• **What is needed**:
Output the data below exactly, images excluded.

• **Data excerpt**:
--------------------------------------------------
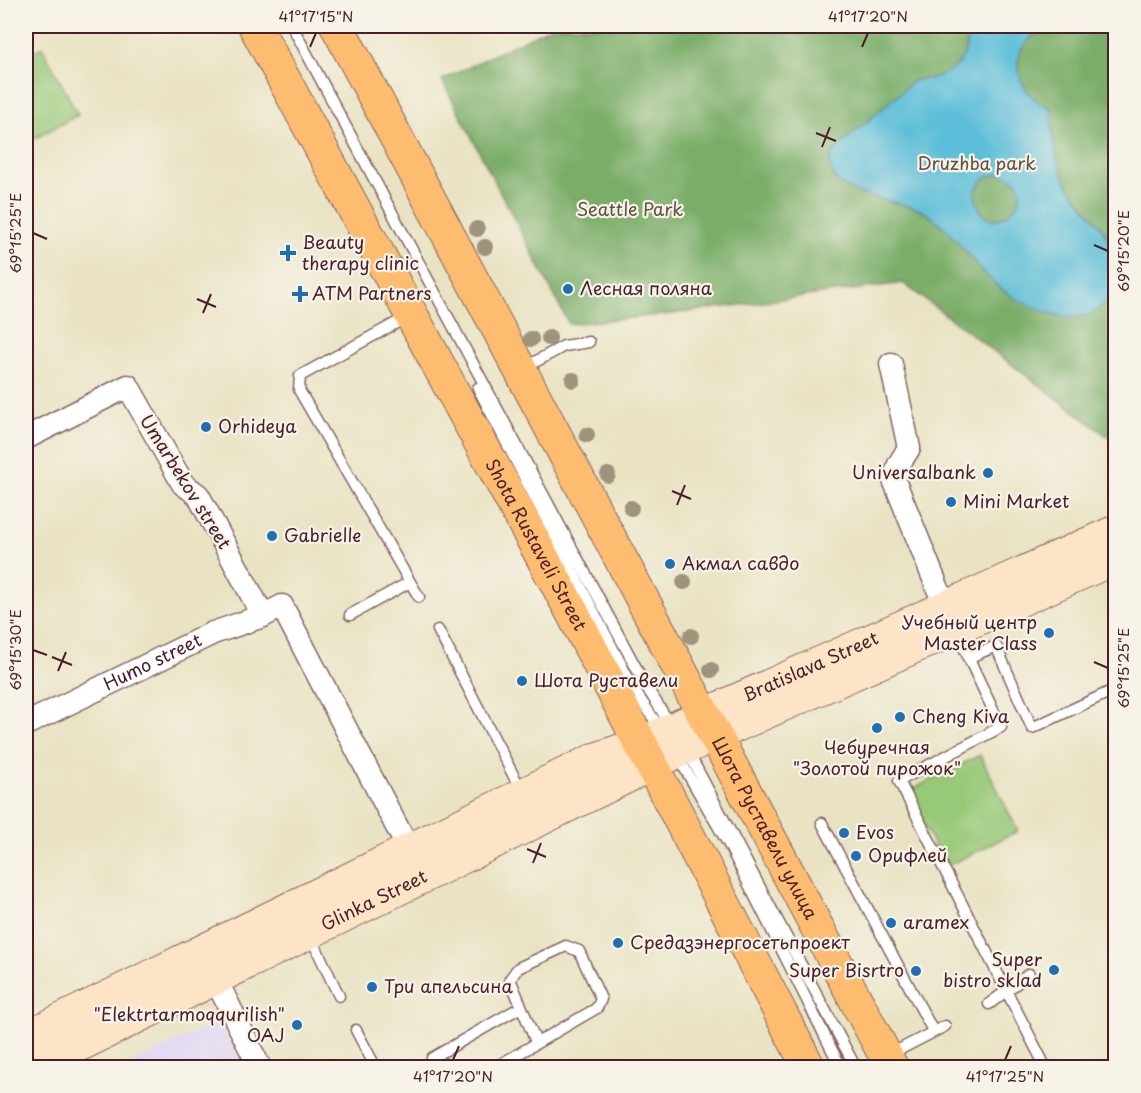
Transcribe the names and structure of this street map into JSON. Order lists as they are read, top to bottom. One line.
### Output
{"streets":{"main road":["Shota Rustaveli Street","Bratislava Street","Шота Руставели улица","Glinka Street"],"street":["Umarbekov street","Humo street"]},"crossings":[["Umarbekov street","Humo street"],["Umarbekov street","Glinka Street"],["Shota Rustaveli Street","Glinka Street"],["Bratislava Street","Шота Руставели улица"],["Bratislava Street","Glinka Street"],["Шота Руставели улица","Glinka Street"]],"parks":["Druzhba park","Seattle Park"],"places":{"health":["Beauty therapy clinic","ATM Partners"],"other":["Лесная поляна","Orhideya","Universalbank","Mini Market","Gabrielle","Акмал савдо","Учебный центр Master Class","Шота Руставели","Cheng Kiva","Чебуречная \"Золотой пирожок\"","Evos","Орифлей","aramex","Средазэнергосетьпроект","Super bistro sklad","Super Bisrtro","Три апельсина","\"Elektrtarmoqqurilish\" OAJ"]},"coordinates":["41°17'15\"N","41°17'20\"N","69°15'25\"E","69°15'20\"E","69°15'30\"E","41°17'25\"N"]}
--------------------------------------------------
• **Solution to the exercise**:
Transcribe the names and structure of this street map into JSON. Order lists as they are read, top to bottom. One line.
### Output
{"streets":{"main road":["Shota Rustaveli Street","Bratislava Street","Шота Руставели улица","Glinka Street"],"street":["Umarbekov street","Humo street"]},"crossings":[["Umarbekov street","Humo street"],["Umarbekov street","Glinka Street"],["Shota Rustaveli Street","Glinka Street"],["Bratislava Street","Шота Руставели улица"],["Bratislava Street","Glinka Street"],["Шота Руставели улица","Glinka Street"]],"parks":["Druzhba park","Seattle Park"],"places":{"health":["Beauty therapy clinic","ATM Partners"],"other":["Лесная поляна","Orhideya","Universalbank","Mini Market","Gabrielle","Акмал савдо","Учебный центр Master Class","Шота Руставели","Cheng Kiva","Чебуречная \"Золотой пирожок\"","Evos","Орифлей","aramex","Средазэнергосетьпроект","Super bistro sklad","Super Bisrtro","Три апельсина","\"Elektrtarmoqqurilish\" OAJ"]},"coordinates":["41°17'15\"N","41°17'20\"N","69°15'25\"E","69°15'20\"E","69°15'30\"E","41°17'25\"N"]}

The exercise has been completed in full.